We finish our beer and make for the parking lot where K saw a rick (for some reason our rickshaw driver said he couldn’t go all the way up to the Tiger Fort, so we hiked around the bag-eating pigs and leering motorcycle lads, climbing a quick fifteen minutes up to the clifftop fort to catch the sundeath). But there is no rick in the lot anymore. Just one car left with a couple climbing in. Katya begs them for a ride down, and they’re happy to oblige. Indians are kind. He’s Dinesh, owns a textile store. When K tells him she worked with Shiamak he swivels round to shake her hand, and tells her he won’t wash it after this. They sure love a sniff of celebrity in this country, that’s for sure.

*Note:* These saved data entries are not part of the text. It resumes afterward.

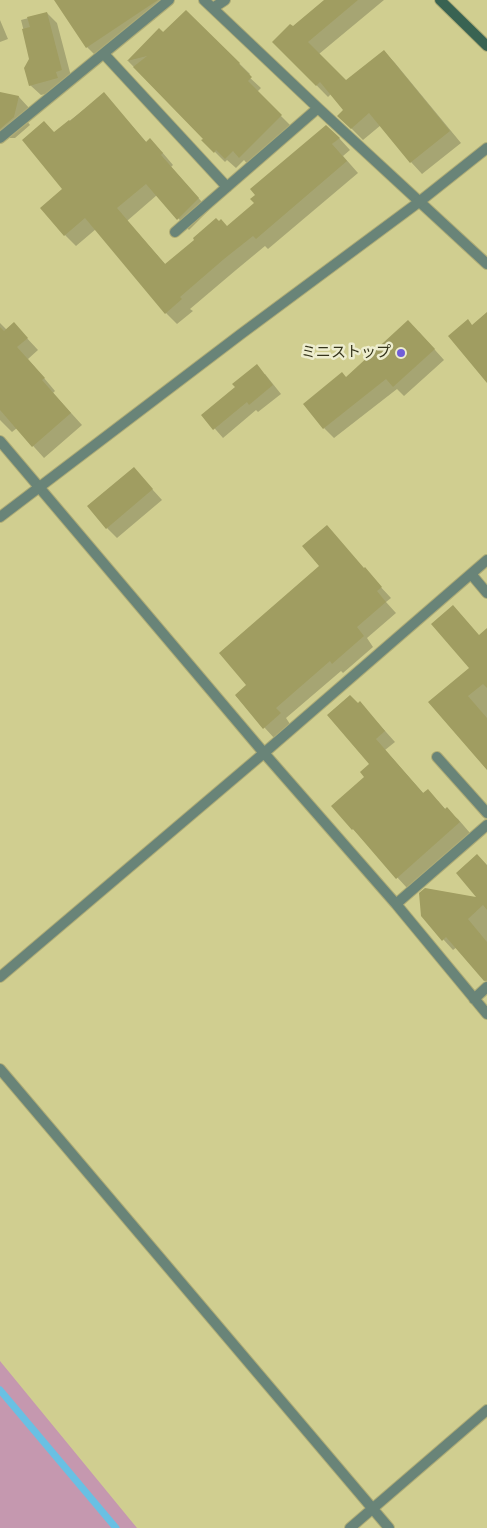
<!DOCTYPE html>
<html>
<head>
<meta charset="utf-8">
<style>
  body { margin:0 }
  canvas { display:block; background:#d0ce90 }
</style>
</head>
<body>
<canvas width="487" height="1528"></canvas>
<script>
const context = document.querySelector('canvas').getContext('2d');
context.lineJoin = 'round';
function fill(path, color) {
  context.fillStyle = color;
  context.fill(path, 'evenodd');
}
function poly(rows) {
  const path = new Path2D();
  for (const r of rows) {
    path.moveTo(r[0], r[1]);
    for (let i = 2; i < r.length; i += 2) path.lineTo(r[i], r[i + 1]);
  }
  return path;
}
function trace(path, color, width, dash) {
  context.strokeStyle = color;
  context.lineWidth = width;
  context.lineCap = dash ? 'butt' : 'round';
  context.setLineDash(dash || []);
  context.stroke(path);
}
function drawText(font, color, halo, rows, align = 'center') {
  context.font = font + ' "Space Grotesk","Noto Sans JP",sans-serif';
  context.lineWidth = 5;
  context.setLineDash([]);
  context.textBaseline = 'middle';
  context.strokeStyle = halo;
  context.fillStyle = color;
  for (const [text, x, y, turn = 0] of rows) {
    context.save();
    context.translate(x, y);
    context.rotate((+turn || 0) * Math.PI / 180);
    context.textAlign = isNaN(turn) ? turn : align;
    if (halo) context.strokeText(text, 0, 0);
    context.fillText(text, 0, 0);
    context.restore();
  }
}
const green = poly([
  [0,1361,137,1528,138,1528,0,1528]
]);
const shadow = poly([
  [55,0,167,0,150,13,155,19,97,57,87,47],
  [326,0,384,0,319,54,346,82,384,51,395,63,461,143,422,174,411,162,381,125,363,140,350,127,345,110,331,94,328,97,274,42],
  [186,11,250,74,248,76,261,88,257,92,291,126,250,167,244,160,236,168,227,160,225,162,203,140,204,139,128,61,159,29,164,33],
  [47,13,57,23,72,80,67,89,41,95,30,85,31,59,21,20],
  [0,20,8,39,0,42],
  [0,93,19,97,30,109,27,121,30,125,15,138,0,138],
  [104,94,147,143,162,152,173,165,171,167,209,210,189,230,157,195,127,221,166,265,228,227,256,203,339,138,350,150,343,156,358,173,268,249,265,246,236,270,190,309,193,311,177,324,166,313,96,229,76,246,65,235,64,189,54,133],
  [0,323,7,330,25,336,38,350,28,359,55,391,53,393,82,425,44,458,17,428,12,432,0,420],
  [419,332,444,360,404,396,397,389,334,438,324,428,347,378],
  [265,374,281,394,258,412,256,410,223,438,203,415],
  [134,469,162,500,117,538,107,528],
  [364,569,391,598,386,602,396,613,367,638,373,647,343,673,341,671,286,718,290,724,274,738,236,696],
  [487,629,487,768,430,703,471,668,479,636],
  [360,703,395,742,385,750,424,794,438,801,446,810,458,819,470,833,407,888,353,829,366,777,371,764,359,705],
  [487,865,487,983,457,947,453,950,422,916,480,899]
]);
const stream = poly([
  [0,1390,116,1528]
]);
const building = poly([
  [54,0,158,0,86,48],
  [324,0,358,0,308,42,346,80,384,50,450,131,410,163,369,113,351,129,337,116,343,110,320,82,316,86,272,42,290,24,293,26],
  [186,10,240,63,239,64,252,77,248,81,282,115,239,158,233,151,225,159,216,150,214,153,201,140,203,139,133,67,147,56,127,61,159,28,163,32],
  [47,12,62,70,56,72,58,78,29,86,24,68,29,59,22,29,30,27,27,17],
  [0,92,19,96,14,117,0,129],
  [104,92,146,142,150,138,163,153,161,155,199,198,177,220,146,184,117,208,165,264,194,240,193,238,216,218,219,221,221,219,227,226,254,203,250,199,255,195,250,189,326,125,340,138,332,144,347,161,256,239,253,236,224,259,180,297,182,299,165,314,85,218,64,236,40,208,62,189,22,140,44,121,54,132,69,120,70,121],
  [487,312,487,383,448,336,468,319,472,325],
  [408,320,435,349,393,387,386,379,323,429,303,404,342,372,346,377],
  [14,322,28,338,17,347,45,378,42,380,71,413,32,447,0,410,0,327,4,331],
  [257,364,273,385,249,405,247,402,213,430,201,415,235,387,232,384],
  [134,467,153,489,106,529,87,506],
  [327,525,364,568,365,567,382,587,377,591,386,602,357,627,364,636,332,664,330,661,276,708,281,713,263,729,235,695,246,685,219,653,319,566,302,546],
  [453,605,479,635,487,628,487,688,483,684,468,696,487,718,487,770,428,702,469,668,431,624],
  [350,695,358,703,360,701,385,731,376,739,423,793,428,789,445,809,447,807,460,822,396,879,353,829,352,830,331,806,364,777,360,772,369,764,327,715],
  [477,854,487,865,487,910,483,905,468,919,487,942,487,980,484,981,446,937,442,941,421,916,419,893,425,888,476,897,456,873]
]);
const minor = poly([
  [204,0,318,108,487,264],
  [213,8,225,0],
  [104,54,227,187],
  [0,138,169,0],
  [175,232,318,108],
  [0,441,264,753,487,560],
  [471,574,487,593],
  [437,757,487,813],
  [396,904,487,825],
  [0,977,264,753,396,904,487,1014],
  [474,999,487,987],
  [0,1069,389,1528],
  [350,1528,487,1410]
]);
const tertiary = poly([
  [0,517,241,334,419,202,487,148]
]);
const secondary = poly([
  [440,0,487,46]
]);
const markers = [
  [401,353,5,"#715ed8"]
];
const poiNames = [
  ["ミニストップ",391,353]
];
fill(green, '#c598af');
fill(shadow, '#0003');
trace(stream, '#69c0e3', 7);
fill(building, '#a09d61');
trace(minor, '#aeac76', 12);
trace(tertiary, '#aeac76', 12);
trace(secondary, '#aeac76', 12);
trace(minor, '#698478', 10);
trace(tertiary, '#698478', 10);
trace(secondary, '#396352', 10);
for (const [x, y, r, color] of markers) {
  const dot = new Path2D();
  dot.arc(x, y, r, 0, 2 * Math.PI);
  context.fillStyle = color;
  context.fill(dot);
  trace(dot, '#ededce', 2);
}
drawText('15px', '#35341b', '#ededce', poiNames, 'right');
</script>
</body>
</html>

They get us down to Don, and he drives us crosstown to an Italian terrace joint, wood-fire pizza and Spaghetti Bolognese. Surrounded by goras we’d barely know we were in India if not for the mock-Mughal hotel across the way. It’s a tourist town in a tourist time- it’s to be expected. They’re in throngs around the palaces and the touts and sellers are watching them, ten-to-one. We even saw the snake-charmers earlier and I found myself with a cobra around my neck.
I’m on the terrace roof in the night that’s almost cold, someone’s blaring Hindi love songs down the street, in the distance I can hear a highway. Don’t even know how we found our way back here tonight, twists and turns in the dusty backroads.